Tuesday, July 20, 2010
He wanted to make sure each of his kids had the opportunity to attend college as well, and did everything he could to encourage us.
Then came the trip to Cincinnati. The CCM campus was quite large, the staff a bit stiff and unsmiling. Immediately upon arriving, approximately 30 of us auditioners and our parents were corralled into a large room and told to sit in the uncomfortable plastic chairs that faced the front, where a giant piano sat. Just in front of the piano was a long table, where there were seated several music/drama/dance professors, all sporting unfriendly scowls. The auditioners were asked to take seats in the chairs nearest the front, the parents were to remain in the back.

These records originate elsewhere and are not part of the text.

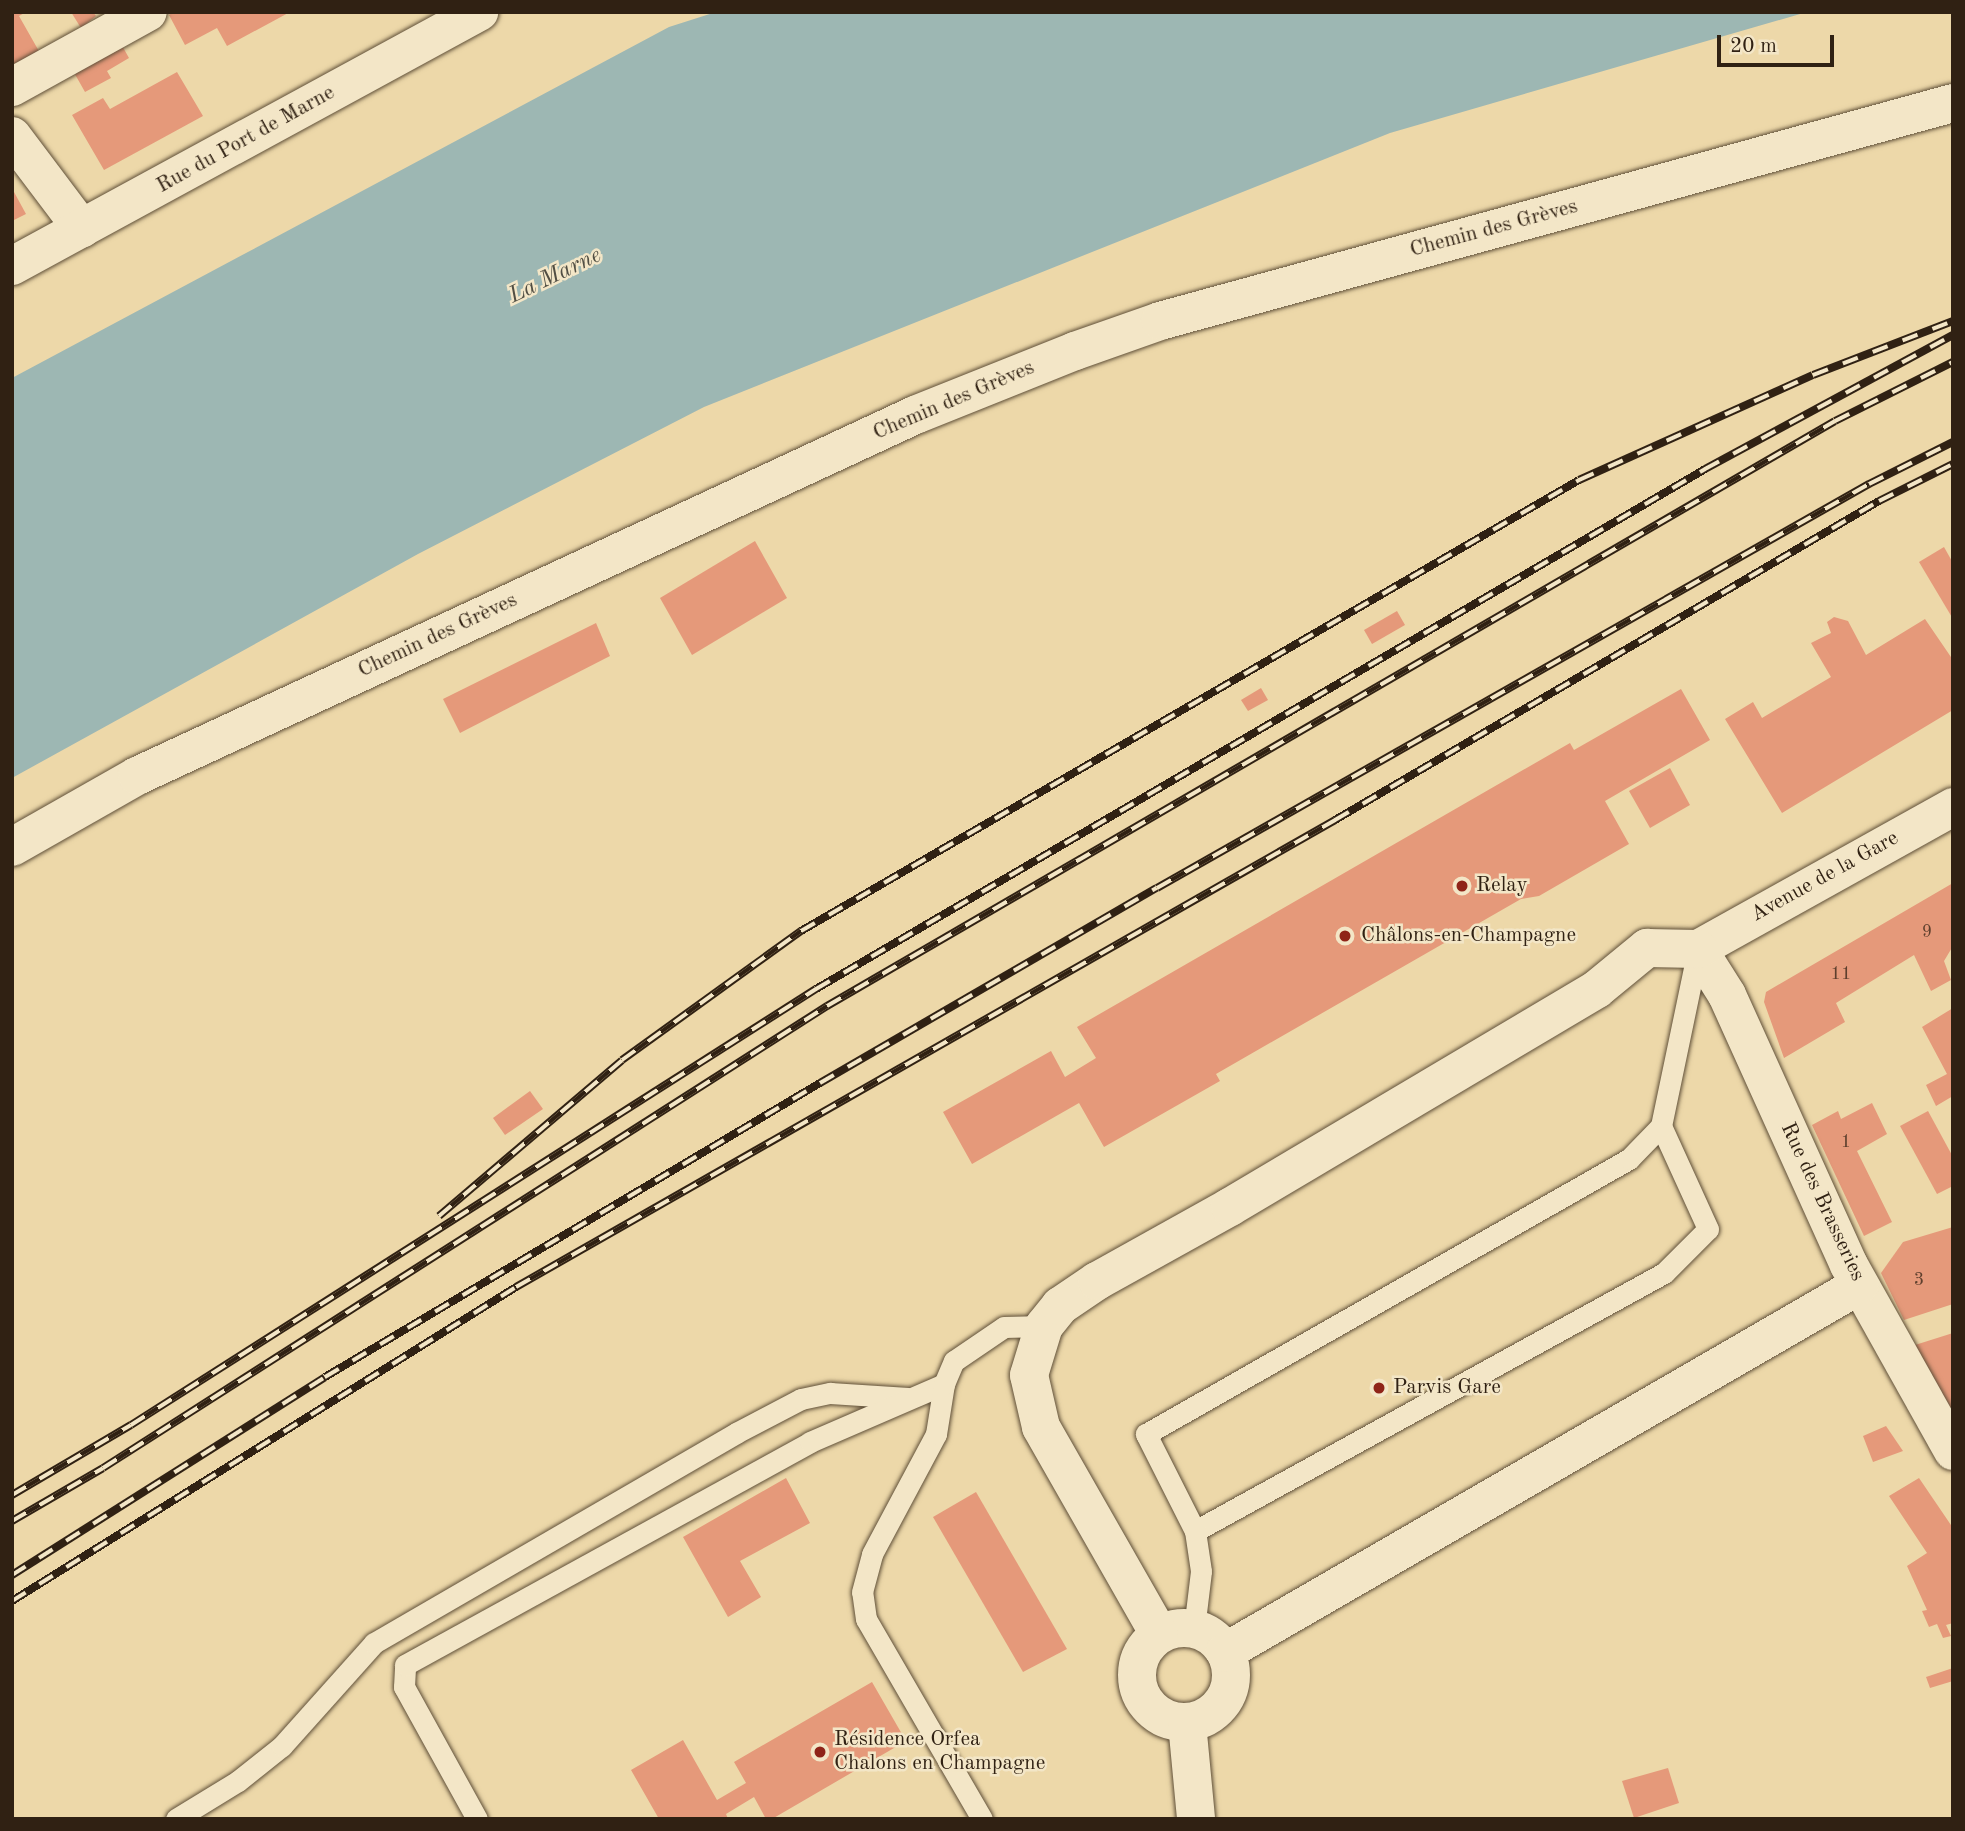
<!DOCTYPE html>
<meta charset="utf-8">
<style>
body{margin:0}
#map{position:relative;width:1965px;height:1831px;overflow:hidden;background:#edd8a9;font-family:"Old Standard TT",serif}
div>[style]{position:absolute}
.water>*{inset:0;background:#9db7b3}
.building>*{inset:0;background:#e5997a}
.roads{filter:drop-shadow(0 0 2px #5f4f38) drop-shadow(0 0 2px #5f4f38)}
.lane>*{height:21px;margin:-10.5px;padding:0 10.5px;transform-origin:10.5px;border-radius:10.5px;background:#f3e6c7}
.street>*{height:38px;margin:-19px;padding:0 19px;transform-origin:19px;border-radius:19px;background:#f3e6c7}
.street>.ring{margin:-19px;padding:0;box-sizing:content-box;background:none;border:38px solid #f3e6c7;border-radius:50%}
.rail>*{height:8px;margin-top:-4px;transform-origin:0;background:repeating-linear-gradient(90deg,#f3e6c7 0 16px,#302113 0 32px);box-sizing:border-box;border-block:2px solid #302113}
.dots>*{width:19px;height:19px;translate:-50% -50%;box-sizing:border-box;border:4px solid #f3e6c7;border-radius:50%}
span{translate:-50% -50%;white-space:nowrap;text-align:center;line-height:1.15;-webkit-text-stroke:5px #f3e6c7;paint-order:stroke}
.number-label{font-size:18px;color:#5d3f2d}
.number-label span{-webkit-text-stroke-width:0}
.street-label{font-size:21px;color:#302113}
.poi-label{font-size:21px;color:#302113}
.left{translate:0 -50%;text-align:left}
.water-label{font-size:23px;color:#514e43;font-style:italic}
.frame{position:absolute;inset:0;border:14px solid #302113;pointer-events:none}
.scale{position:absolute;left:1717px;top:35px;width:117px;height:32px;box-sizing:border-box;border:4px solid #302113;border-top:0;padding-left:9px;font-size:21px;line-height:24px;white-space:nowrap;color:#302113;-webkit-text-stroke:5px #f3e6c7;paint-order:stroke}
</style>
<div id="map">
<div class="water">
<i style="clip-path:polygon(716px 12px,1807px 12px,1390px 133px,704px 407px,418px 554px,12px 778px,12px 378px,669px 27px)"></i>
</div>
<div class="building">
<i style="clip-path:polygon(12px 12px,26px 12px,19px 16px,40px 53px,12px 69px)"></i>
<i style="clip-path:polygon(71px 12px,93px 12px,96px 16px,81px 28px)"></i>
<i style="clip-path:polygon(174px 12px,290px 12px,227px 46px,217px 28px,185px 45px,169px 15px)"></i>
<i style="clip-path:polygon(120px 42px,129px 58px,107px 71px,111px 78px,85px 92px,72px 69px)"></i>
<i style="clip-path:polygon(177px 72px,203px 116px,104px 170px,72px 115px,103px 98px,110px 109px)"></i>
<i style="clip-path:polygon(14px 192px,26px 214px,12px 221px,12px 193px)"></i>
<i style="clip-path:polygon(755px 541px,787px 598px,692px 655px,660px 598px)"></i>
<i style="clip-path:polygon(1944px 547px,1953px 563px,1953px 619px,1919px 562px)"></i>
<i style="clip-path:polygon(1397px 611px,1405px 625px,1372px 644px,1364px 630px)"></i>
<i style="clip-path:polygon(1834px 617px,1848px 621px,1866px 655px,1925px 619px,1953px 660px,1953px 710px,1782px 813px,1725px 719px,1753px 702px,1762px 718px,1831px 677px,1811px 643px,1831px 633px,1827px 622px)"></i>
<i style="clip-path:polygon(596px 623px,610px 656px,460px 733px,443px 699px)"></i>
<i style="clip-path:polygon(1261px 688px,1268px 700px,1248px 711px,1241px 700px)"></i>
<i style="clip-path:polygon(1681px 689px,1710px 740px,1605px 801px,1629px 844px,1539px 896px,1521px 899px,1216px 1074px,1220px 1081px,1104px 1147px,1079px 1103px,972px 1164px,943px 1112px,1051px 1051px,1065px 1077px,1096px 1058px,1077px 1027px,1570px 743px,1574px 750px)"></i>
<i style="clip-path:polygon(1670px 768px,1690px 805px,1650px 828px,1629px 791px)"></i>
<i style="clip-path:polygon(1953px 883px,1953px 946px,1944px 961px,1951px 980px,1931px 991px,1914px 955px,1836px 1003px,1845px 1022px,1784px 1058px,1764px 1002px,1766px 992px)"></i>
<i style="clip-path:polygon(1953px 1008px,1953px 1096px,1936px 1106px,1926px 1085px,1947px 1074px,1922px 1027px)"></i>
<i style="clip-path:polygon(530px 1091px,543px 1109px,505px 1135px,493px 1118px)"></i>
<i style="clip-path:polygon(1872px 1103px,1887px 1134px,1857px 1151px,1892px 1222px,1864px 1236px,1812px 1125px,1838px 1111px,1841px 1119px)"></i>
<i style="clip-path:polygon(1928px 1111px,1953px 1157px,1953px 1186px,1937px 1194px,1900px 1126px)"></i>
<i style="clip-path:polygon(1953px 1227px,1953px 1304px,1904px 1320px,1881px 1273px,1903px 1242px)"></i>
<i style="clip-path:polygon(1953px 1333px,1953px 1413px,1915px 1345px)"></i>
<i style="clip-path:polygon(1886px 1426px,1903px 1451px,1873px 1462px,1863px 1436px)"></i>
<i style="clip-path:polygon(786px 1478px,810px 1523px,740px 1561px,761px 1597px,728px 1617px,683px 1537px)"></i>
<i style="clip-path:polygon(1919px 1478px,1953px 1528px,1953px 1623px,1946px 1625px,1951px 1636px,1943px 1638px,1937px 1624px,1929px 1627px,1922px 1611px,1927px 1610px,1907px 1566px,1927px 1553px,1889px 1496px)"></i>
<i style="clip-path:polygon(976px 1492px,1067px 1649px,1023px 1672px,933px 1517px)"></i>
<i style="clip-path:polygon(1953px 1668px,1953px 1681px,1930px 1688px,1926px 1677px)"></i>
<i style="clip-path:polygon(872px 1682px,906px 1741px,772px 1819px,766px 1819px,754px 1797px,726px 1814px,728px 1819px,659px 1819px,631px 1770px,683px 1740px,717px 1800px,746px 1783px,734px 1762px)"></i>
<i style="clip-path:polygon(1668px 1768px,1679px 1803px,1634px 1818px,1622px 1781px)"></i>
</div>
<div class="roads">
<div class="lane">
<i style="left:1195px;top:1531px;width:535px;rotate:-28.82deg"></i>
<i style="left:1664px;top:1273px;width:62px;rotate:-45deg"></i>
<i style="left:1708px;top:1229px;width:113px;rotate:-114.5deg"></i>
<i style="left:1194px;top:1629px;width:58px;rotate:-83.1deg"></i>
<i style="left:1201px;top:1571px;width:40px;rotate:-98.5deg"></i>
<i style="left:1195px;top:1531px;width:109px;rotate:-116.8deg"></i>
<i style="left:1146px;top:1434px;width:556px;rotate:-29.66deg"></i>
<i style="left:1629px;top:1159px;width:46px;rotate:-45.9deg"></i>
<i style="left:1661px;top:1126px;width:181px;rotate:-78.2deg"></i>
<i style="left:176px;top:1819px;width:73px;rotate:-31.5deg"></i>
<i style="left:238px;top:1781px;width:56px;rotate:-38.5deg"></i>
<i style="left:282px;top:1746px;width:138px;rotate:-48.2deg"></i>
<i style="left:374px;top:1643px;width:419px;rotate:-30.1deg"></i>
<i style="left:736px;top:1433px;width:73px;rotate:-27.6deg"></i>
<i style="left:801px;top:1399px;width:30px;rotate:-12deg"></i>
<i style="left:830px;top:1393px;width:78px;rotate:3.7deg"></i>
<i style="left:477px;top:1819px;width:151px;rotate:-118.9deg"></i>
<i style="left:404px;top:1687px;width:22px;rotate:-87deg"></i>
<i style="left:405px;top:1665px;width:462px;rotate:-28.8deg"></i>
<i style="left:810px;top:1442px;width:146px;rotate:-23.4deg"></i>
<i style="left:982px;top:1819px;width:231px;rotate:-120.1deg"></i>
<i style="left:866px;top:1619px;width:27px;rotate:-98deg"></i>
<i style="left:862px;top:1592px;width:39px;rotate:-75deg"></i>
<i style="left:872px;top:1554px;width:136px;rotate:-61.9deg"></i>
<i style="left:936px;top:1434px;width:51px;rotate:-80.9deg"></i>
<i style="left:944px;top:1384px;width:25px;rotate:-67deg"></i>
<i style="left:954px;top:1361px;width:60px;rotate:-34.2deg"></i>
<i style="left:1004px;top:1327px;width:40px;rotate:-1.4deg"></i>
</div>
<div class="street">
<i style="left:12px;top:87px;width:155px;rotate:-28.9deg"></i>
<i style="left:12px;top:136px;width:116px;rotate:53deg"></i>
<i style="left:12px;top:266px;width:532px;rotate:-28.54deg"></i>
<i style="left:12px;top:847px;width:144px;rotate:-29.6deg"></i>
<i style="left:137px;top:776px;width:858px;rotate:-24.89deg"></i>
<i style="left:915px;top:415px;width:172px;rotate:-21.8deg"></i>
<i style="left:1075px;top:351px;width:90px;rotate:-19.4deg"></i>
<i style="left:1160px;top:321px;width:822px;rotate:-15.37deg"></i>
<i style="left:1698px;top:949px;width:54px;rotate:57.8deg"></i>
<i style="left:1727px;top:995px;width:296px;rotate:65.7deg"></i>
<i style="left:1849px;top:1265px;width:213px;rotate:60.8deg"></i>
<i style="left:1698px;top:949px;width:292px;rotate:-29.1deg"></i>
<i class="ring" style="left:1137px;top:1628px;width:56px;height:56px"></i>
<i style="left:1159px;top:1634px;width:238px;rotate:-119.7deg"></i>
<i style="left:1041px;top:1427px;width:53px;rotate:-103deg"></i>
<i style="left:1029px;top:1375px;width:51px;rotate:-73deg"></i>
<i style="left:1044px;top:1326px;width:26px;rotate:-51deg"></i>
<i style="left:1060px;top:1306px;width:45px;rotate:-34deg"></i>
<i style="left:1097px;top:1281px;width:152px;rotate:-29.1deg"></i>
<i style="left:1230px;top:1207px;width:427px;rotate:-30.7deg"></i>
<i style="left:1597px;top:989px;width:65px;rotate:-39.4deg"></i>
<i style="left:1647px;top:948px;width:51px;rotate:1.1deg"></i>
<i style="left:1225px;top:1652px;width:733px;rotate:-30.03deg"></i>
<i style="left:1187px;top:1723px;width:96px;rotate:84.6deg"></i>
</div>
</div>
<div class="rail">
<i style="left:439px;top:1216px;width:240px;rotate:-40.4deg"></i>
<i style="left:622px;top:1060px;width:221px;rotate:-35.8deg"></i>
<i style="left:801px;top:931px;width:899px;rotate:-30.1deg"></i>
<i style="left:1579px;top:480px;width:256px;rotate:-24.2deg"></i>
<i style="left:1813px;top:375px;width:150px;rotate:-21.1deg"></i>
<i style="left:12px;top:1495px;width:138px;rotate:-30.5deg"></i>
<i style="left:131px;top:1425px;width:812px;rotate:-32.48deg"></i>
<i style="left:816px;top:989px;width:1030px;rotate:-30.32deg"></i>
<i style="left:1705px;top:469px;width:282px;rotate:-28.4deg"></i>
<i style="left:12px;top:1521px;width:105px;rotate:-30.2deg"></i>
<i style="left:103px;top:1468px;width:859px;rotate:-32.54deg"></i>
<i style="left:827px;top:1006px;width:1165px;rotate:-30.13deg"></i>
<i style="left:1835px;top:421px;width:132px;rotate:-26.6deg"></i>
<i style="left:12px;top:1575px;width:370px;rotate:-32.3deg"></i>
<i style="left:325px;top:1377px;width:576px;rotate:-30.71deg"></i>
<i style="left:820px;top:1083px;width:389px;rotate:-30.1deg"></i>
<i style="left:1157px;top:888px;width:819px;rotate:-29.57deg"></i>
<i style="left:1869px;top:484px;width:94px;rotate:-26.6deg"></i>
<i style="left:12px;top:1601px;width:594px;rotate:-31.92deg"></i>
<i style="left:516px;top:1287px;width:943px;rotate:-29.69deg"></i>
<i style="left:1335px;top:820px;width:631px;rotate:-30.39deg"></i>
<i style="left:1879px;top:501px;width:83px;rotate:-26.6deg"></i>
</div>
<div class="dots">
<i style="left:1462px;top:886px;background:#8f2418"></i>
<i style="left:1345px;top:936px;background:#8f2418"></i>
<i style="left:1379px;top:1388px;background:#8f2418"></i>
<i style="left:820px;top:1752px;background:#8f2418"></i>
</div>
<div class="number-label">
<span style="left:1927px;top:932px">9</span>
<span style="left:1841px;top:974px">11</span>
<span style="left:1846px;top:1142px">1</span>
<span style="left:1919px;top:1280px">3</span>
</div>
<div class="street-label">
<span style="left:246px;top:140px;rotate:-29deg">Rue du Port de Marne</span>
<span style="left:1494px;top:229px;rotate:-15deg">Chemin des Grèves</span>
<span style="left:954px;top:401px;rotate:-23deg">Chemin des Grèves</span>
<span style="left:438px;top:636px;rotate:-25deg">Chemin des Grèves</span>
<span style="left:1825px;top:877px;rotate:-29deg">Avenue de la Gare</span>
<span style="left:1822px;top:1202px;rotate:65deg">Rue des Brasseries</span>
</div>
<div class="poi-label">
<span class="left" style="left:1476px;top:886px">Relay</span>
<span class="left" style="left:1361px;top:936px">Châlons-en-Champagne</span>
<span class="left" style="left:1393px;top:1388px">Parvis Gare</span>
<span class="left" style="left:834px;top:1752px">Résidence Orfea<br>Chalons en Champagne</span>
</div>
<div class="water-label">
<span style="left:555px;top:276px;rotate:-26deg">La Marne</span>
</div>
<div class="frame"></div>
<div class="scale">20 m</div>
</div>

I watched as, one by one, this man berated each young applicant, always with a great deal of mock exasperation and stinging words. Every once in a while, he'd decide he liked someone, and would let them finish their number. This, however, was rarely the case.
Looking back, I'm pretty shocked at my reaction to all of this. I didn't crumble in fear. I think I was pretty sure by then that I didn't want to attend this school, with this group of hostile teachers. I already knew I wanted to go to Syracuse, if they chose me. So, I honestly had no anxiety. None at all. I liked my prepared song, "Cockeyed Optimist" from South Pacific. It had an easy range, and gave me a chance to show a little personality. And besides, there was a full audience of parents out there for which to perform! I decided to focus on that and forget about the pompous jerk who would most certainly be cutting me off!!
I flashed him a quick smile before beginning my number. It was the best I could do. I was proud of it. Mumbles DID, in fact, stop me, about three quarters of the way through my song. He gave me a few notes, then asked me to begin again. I did. This time he let me finish. I was satisfied with that. But as I turned to walk off, I glanced back at Dad. He was still standing, arms crossed, leaning against the wall. But on his face was the biggest, warmest, proudest smile I'd ever seen. I put it there. Dad was proud. Really, really proud. Can I tell you how amazing that felt?